Again the Administration sought to confuse the issue--this time by associating the difficulties identified with verifying a threshold test ban (prohibiting tests over a threshold, 150 kilotons) with those of verifying a comprehensive test ban or nuclear-testing moratorium. (A negotiated ban on all nuclear testing would be the easier of the two to verify since it would establish verification measures such as on-site inspections and remote monitoring stations.)

Eminent seismologists quickly countered, explaining that with a threshold ban the difficulty lay in determining exactly what the yield of the explosion was (e.g., was it 145 kilotons or 155 kilotons?) but that a comprehensive ban required merely the ability to detect a nuclear explosion. (It’s a little like being hit by a truck. You don’t need to know how fast it was going to know you were hit!)

Although the debate raged, it was for the most part confined to arms control and scientific journals, with much of the public unaware of or indifferent to it. Verification wasn’t the obstruction President Reagan made it out to be, but what about the claim that a ban on testing would erode confidence in deterrence? The simple fact is that it is a lie. Even if the reliability of the weapons does decrease, and this is an extremely generous concession, it decreases not confidence in their function as a deterrent but in their utility as agents of preemption. This is because to deter you need only ensure that a fraction of your arsenal will work as planned--perhaps 400 out of 12,000--but to preempt you need to be certain that all of your weapons operate perfectly, otherwise some of your opponent’s forces may survive to retaliate.

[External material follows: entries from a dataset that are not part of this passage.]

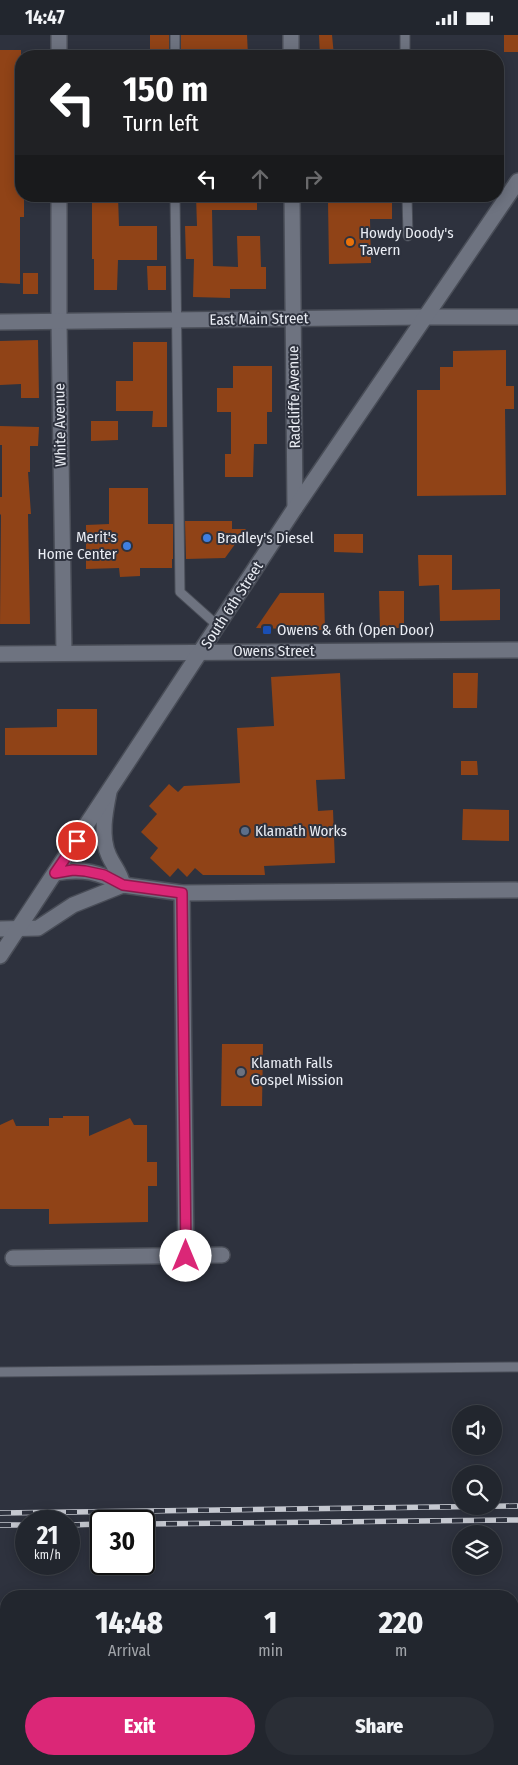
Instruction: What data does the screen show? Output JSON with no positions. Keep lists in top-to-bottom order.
{
  "streets": {
    "street": [
      "East Main Street",
      "Radcliffe Avenue",
      "White Avenue",
      "South 6th Street",
      "Owens Street"
    ]
  },
  "crossings": [
    ["East Main Street", "Radcliffe Avenue"],
    ["East Main Street", "White Avenue"],
    ["East Main Street", "South 6th Street"],
    ["Radcliffe Avenue", "South 6th Street"],
    ["White Avenue", "Owens Street"],
    ["South 6th Street", "Owens Street"]
  ],
  "places": {
    "other": [
      "Howdy Doody's Tavern",
      "Bradley's Diesel",
      "Merit's Home Center",
      "Klamath Works",
      "Klamath Falls Gospel Mission"
    ],
    "transit": ["Owens & 6th (Open Door)"]
  },
  "page": {
    "status": "14:47",
    "turn": ["150 m", "Turn left"],
    "speed": "21 km/h",
    "limit": "30",
    "eta": [
      "14:48",
      "Arrival",
      "1",
      "min",
      "220",
      "m"
    ],
    "buttons": ["Exit", "Share"]
  }
}
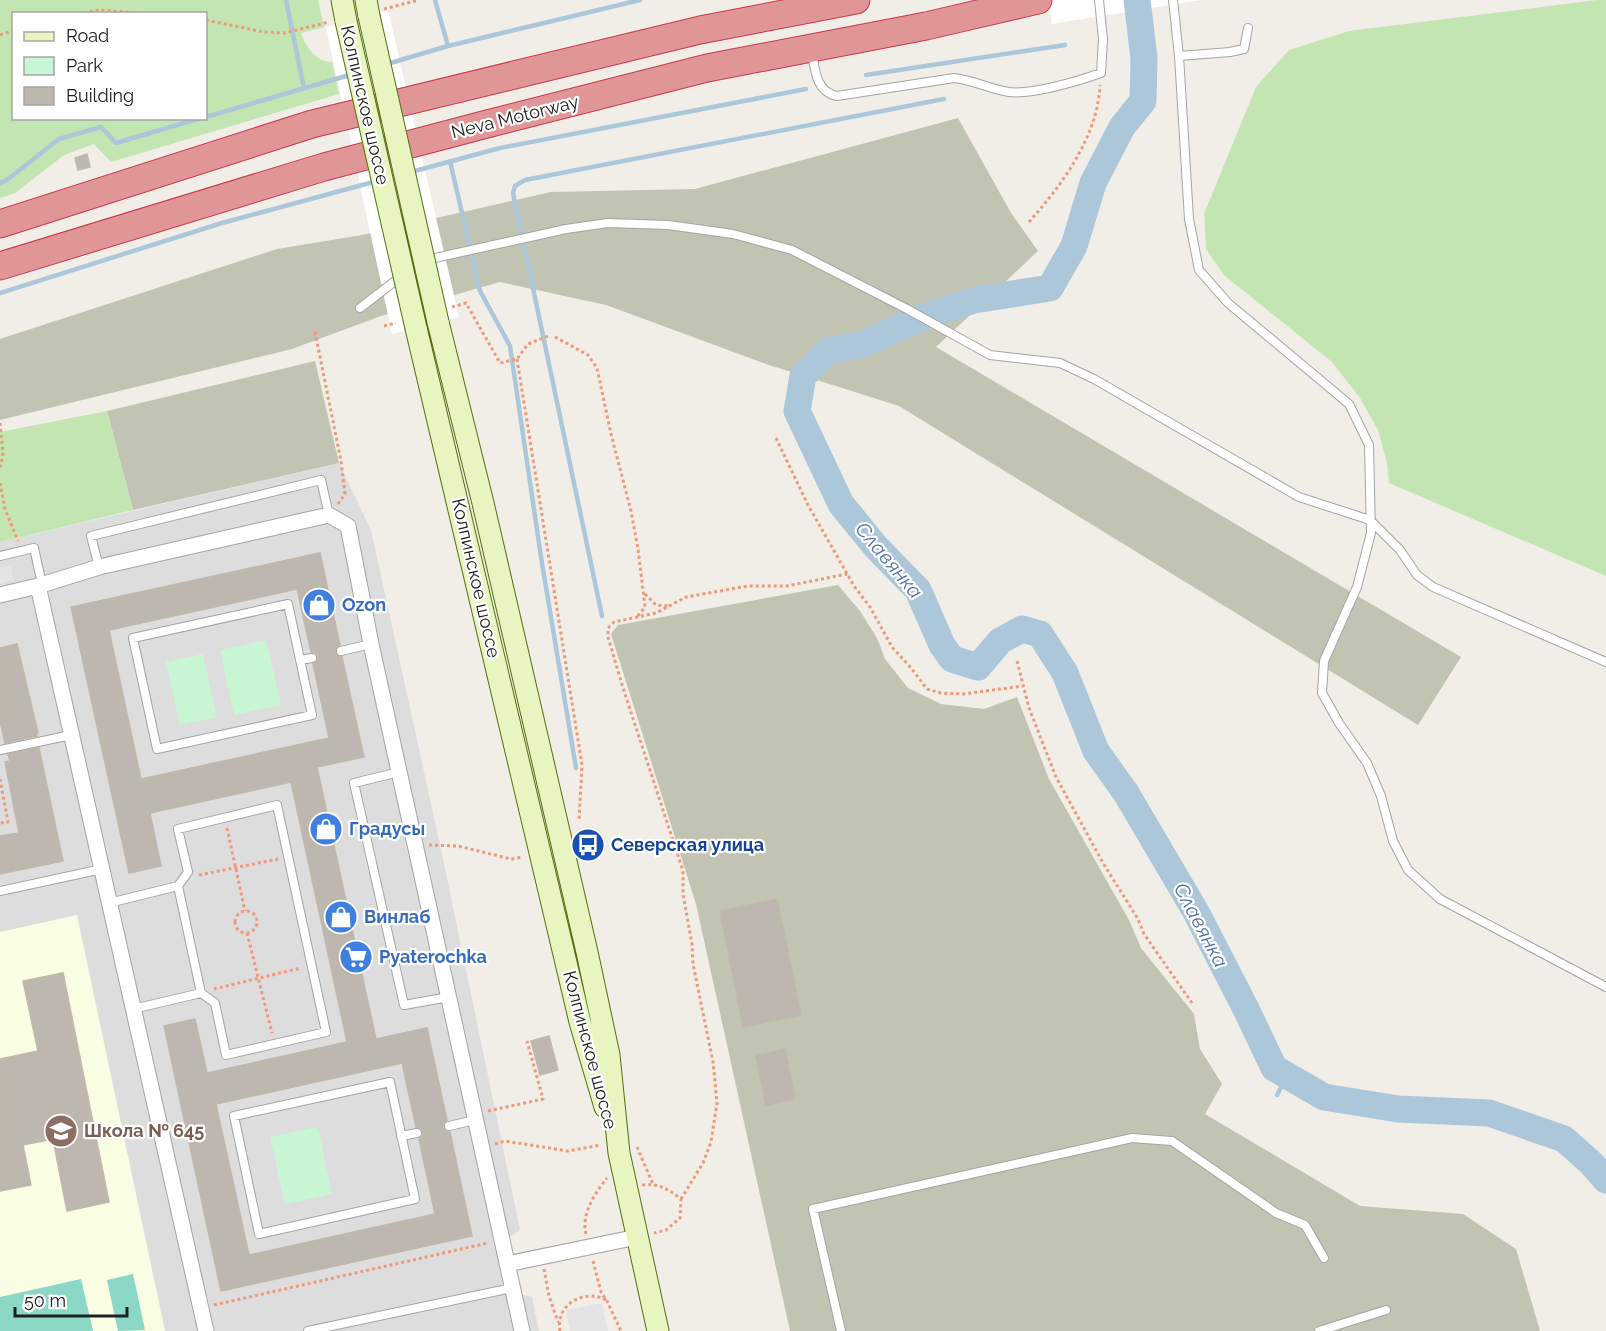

This is only an indirect part of the reason that the Reagan Administration refused to join the moratorium and killed the comprehensive test ban negotiations. Reagan believes the United States can fight and win a nuclear war. The United States is therefore seeking to develop new weapons to increase the range of nuclear options available to it and for application in the supposedly non-nuclear Strategic Defense Initiative. The X-ray laser, a projected energy weapon utilizing nuclear explosions is the best-known example. However, according to scientists in a position to know, (for example, the former deputy scientific director of the Defense Nuclear Agency, Theodore B. Taylor) there are literally hundreds of other possibilities.

It all comes down to this: President Reagan and his advisers were presented with a policy question that would, depending upon their decision, slow or halt the arms race, or allow it to continue unabated. In declining to join the moratorium they have unequivocally chosen the latter option.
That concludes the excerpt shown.